§ EXERCISE DETAILS: Your job is to return every line in the data holding the string "breaks".

━━━ EXERCISE DATA

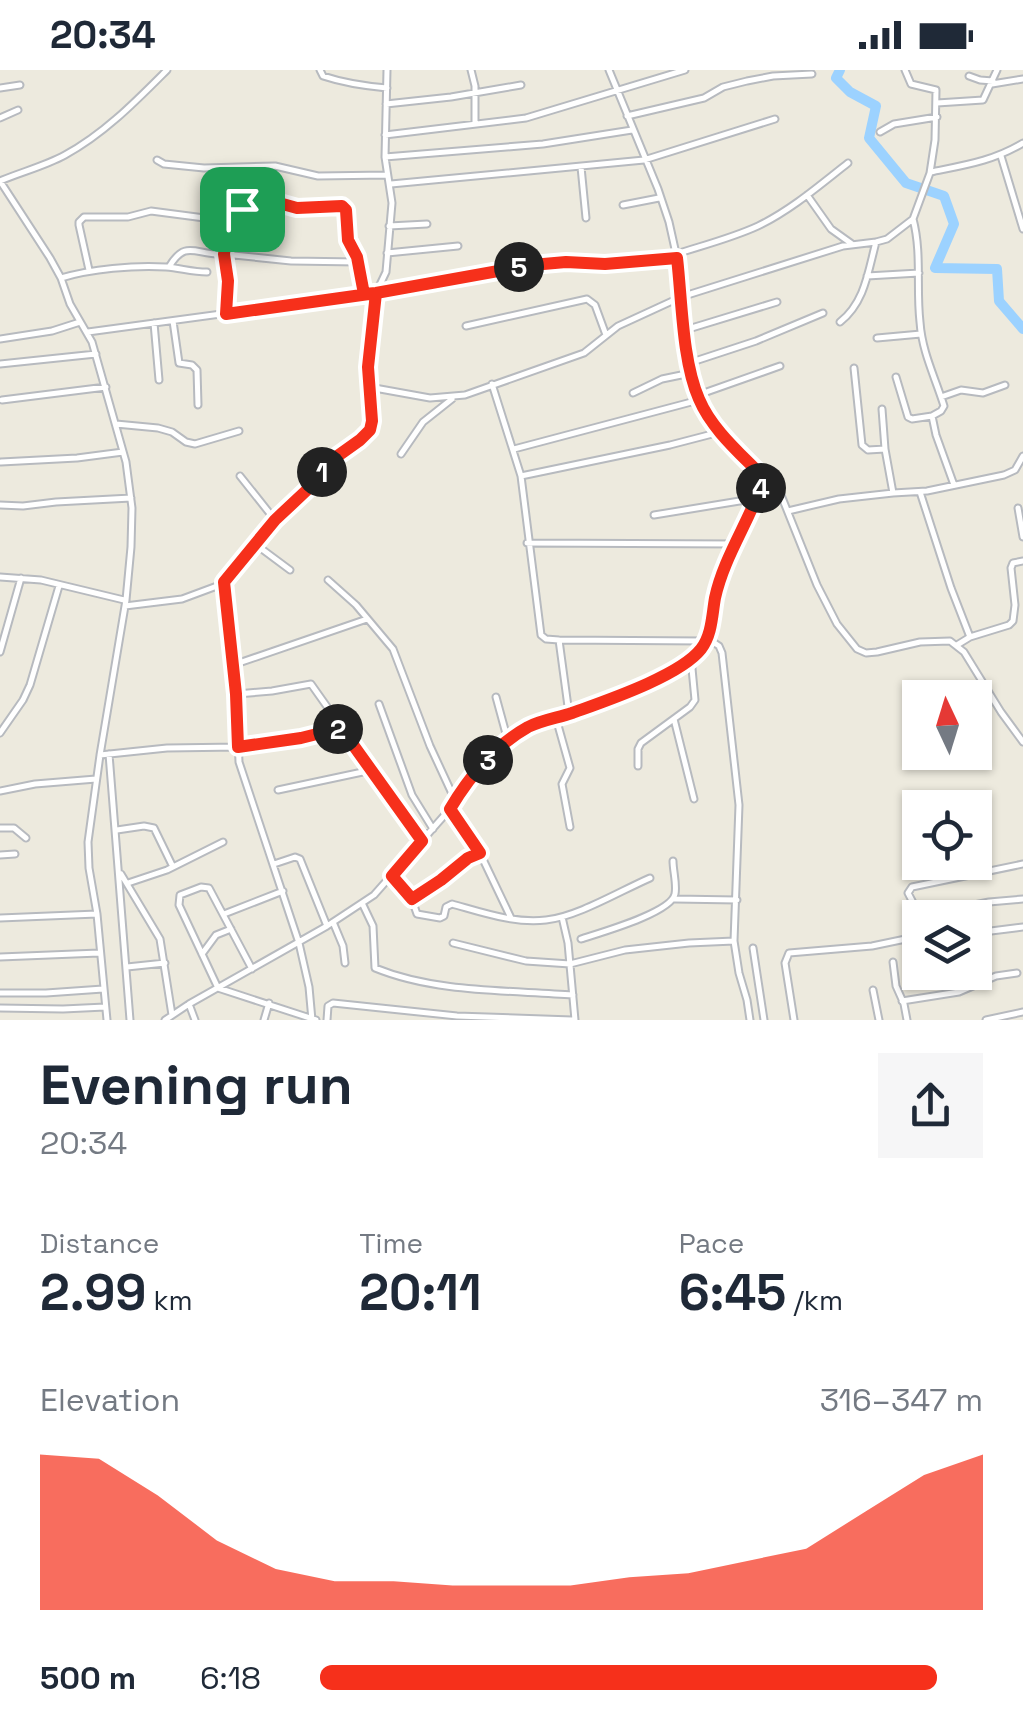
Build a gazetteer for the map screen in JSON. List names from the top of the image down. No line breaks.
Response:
{"north":"top","page":{"status":"20:34","pins":["5","1","4","2","3"],"heading":["Evening run","20:34"],"stats":[["Distance","2.99 km"],["Time","20:11"],["Pace","6:45 /km"]],"chart":["Elevation","316–347 m"],"list":[{"name":"500 m","note":"6:18"}]}}
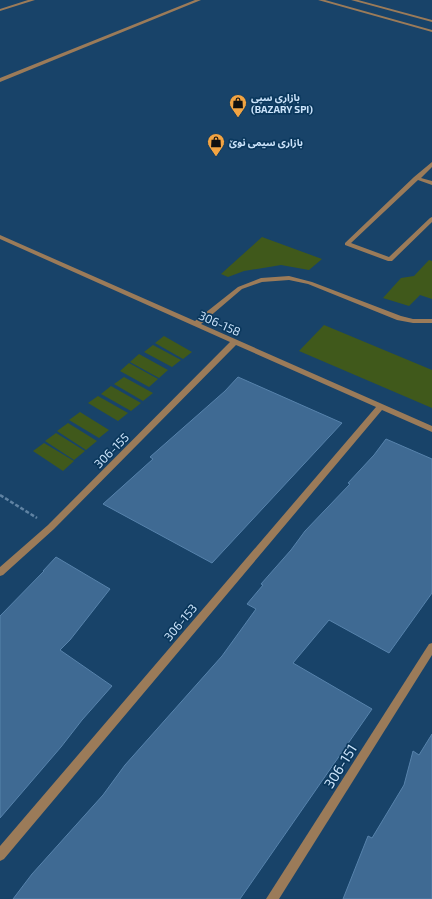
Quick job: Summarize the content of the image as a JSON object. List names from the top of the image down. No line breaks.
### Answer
{"streets":{"street":["306-158","306-155","306-153","306-151"]},"crossings":[["306-158","306-155"],["306-158","306-153"]],"places":{"shop":["بازاڕی سپی (BAZARY SPI)","بازاری سیمی نوێ"]}}
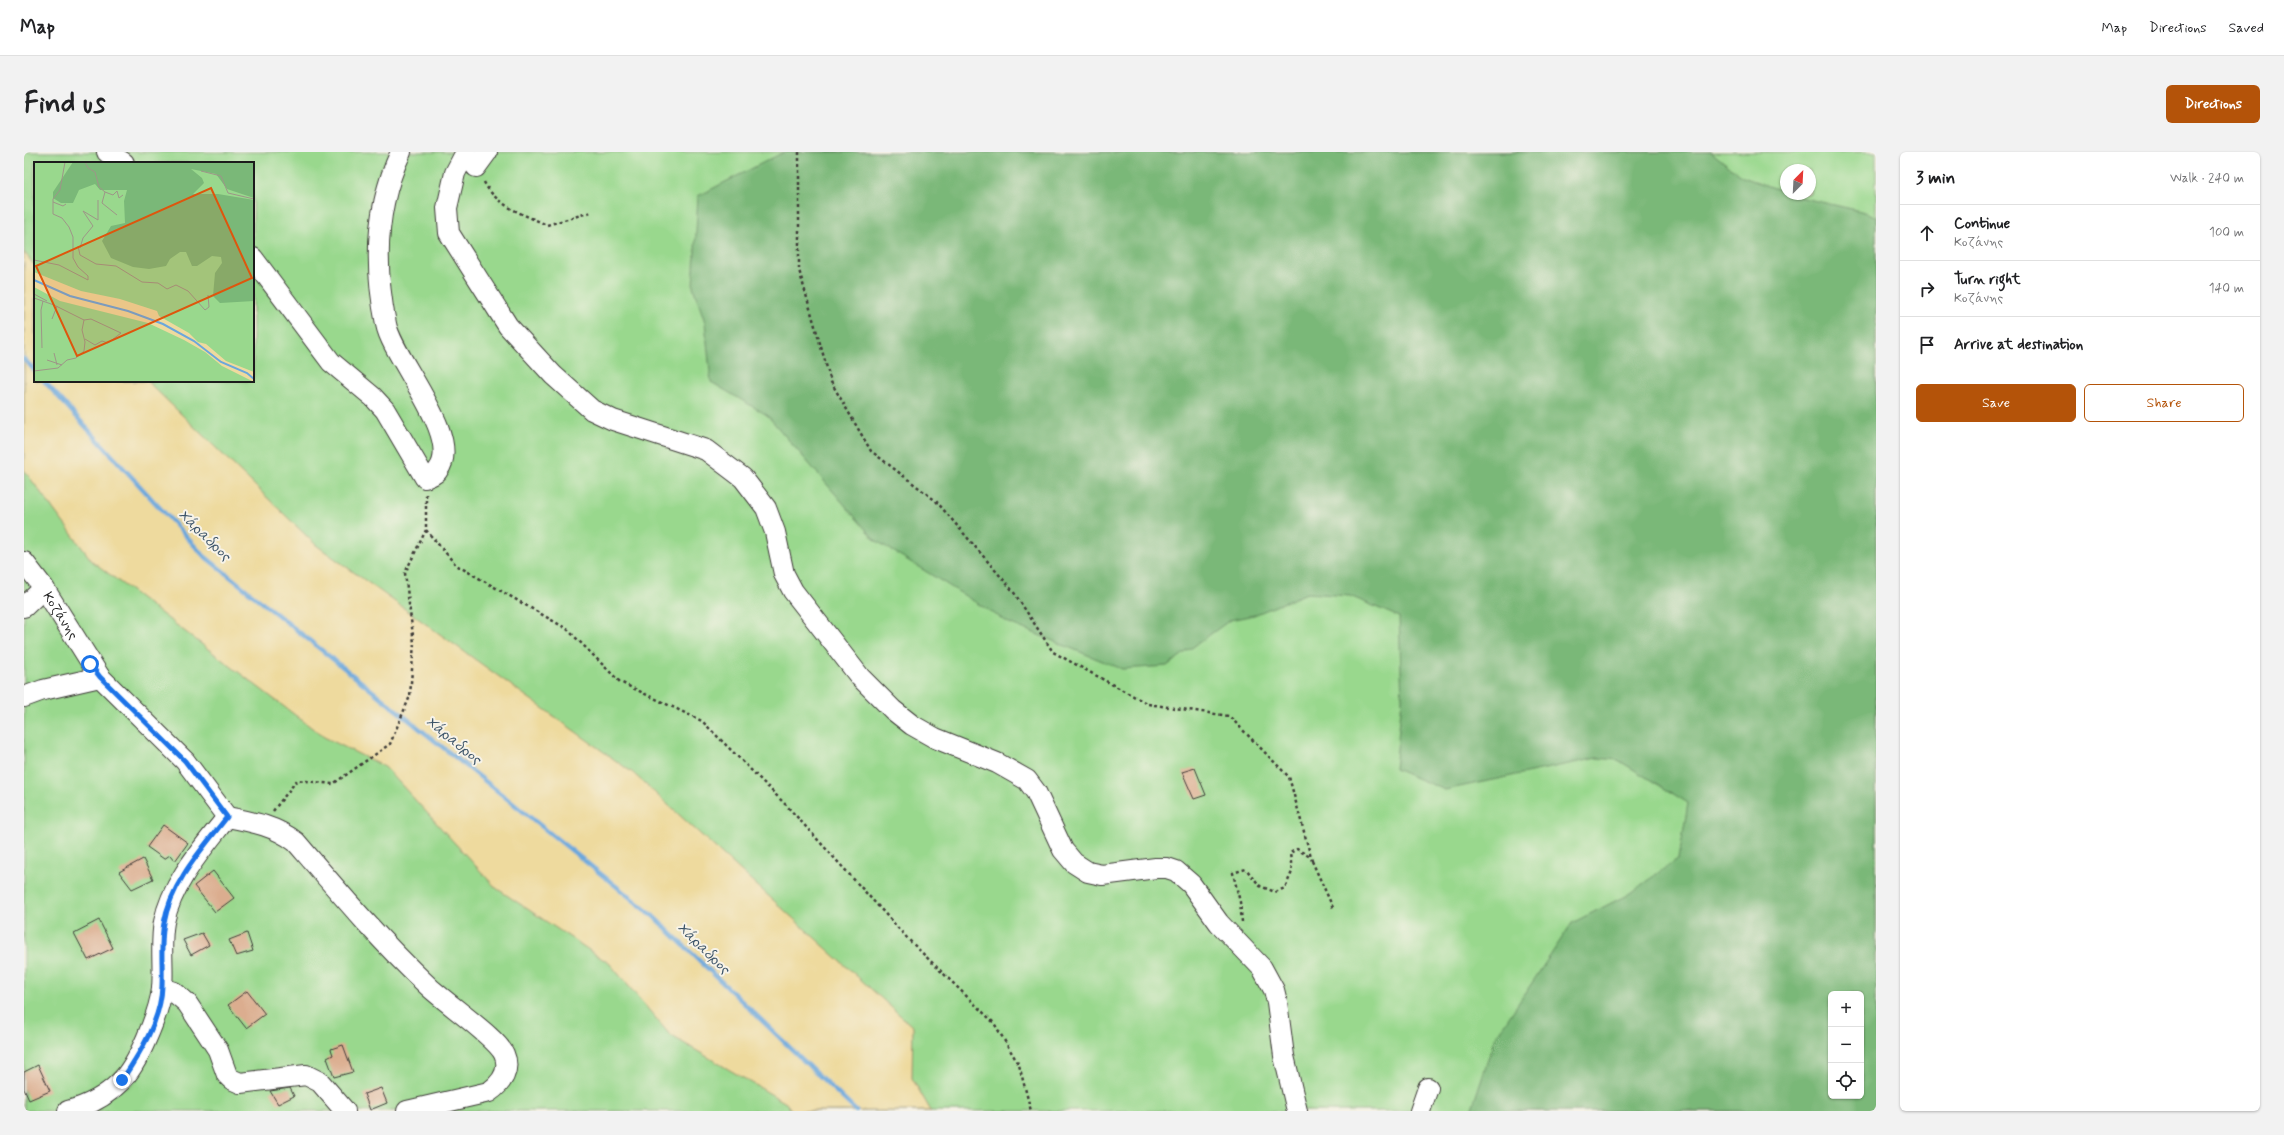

━━━━━━

§ RESULT OF THE EXERCISE:
Build a gazetteer for the map screen in JSON. List names from the top of the image down. No line breaks.
Quick job: Summarize the content of the image as a JSON object. List names from the top of the image down. No line breaks.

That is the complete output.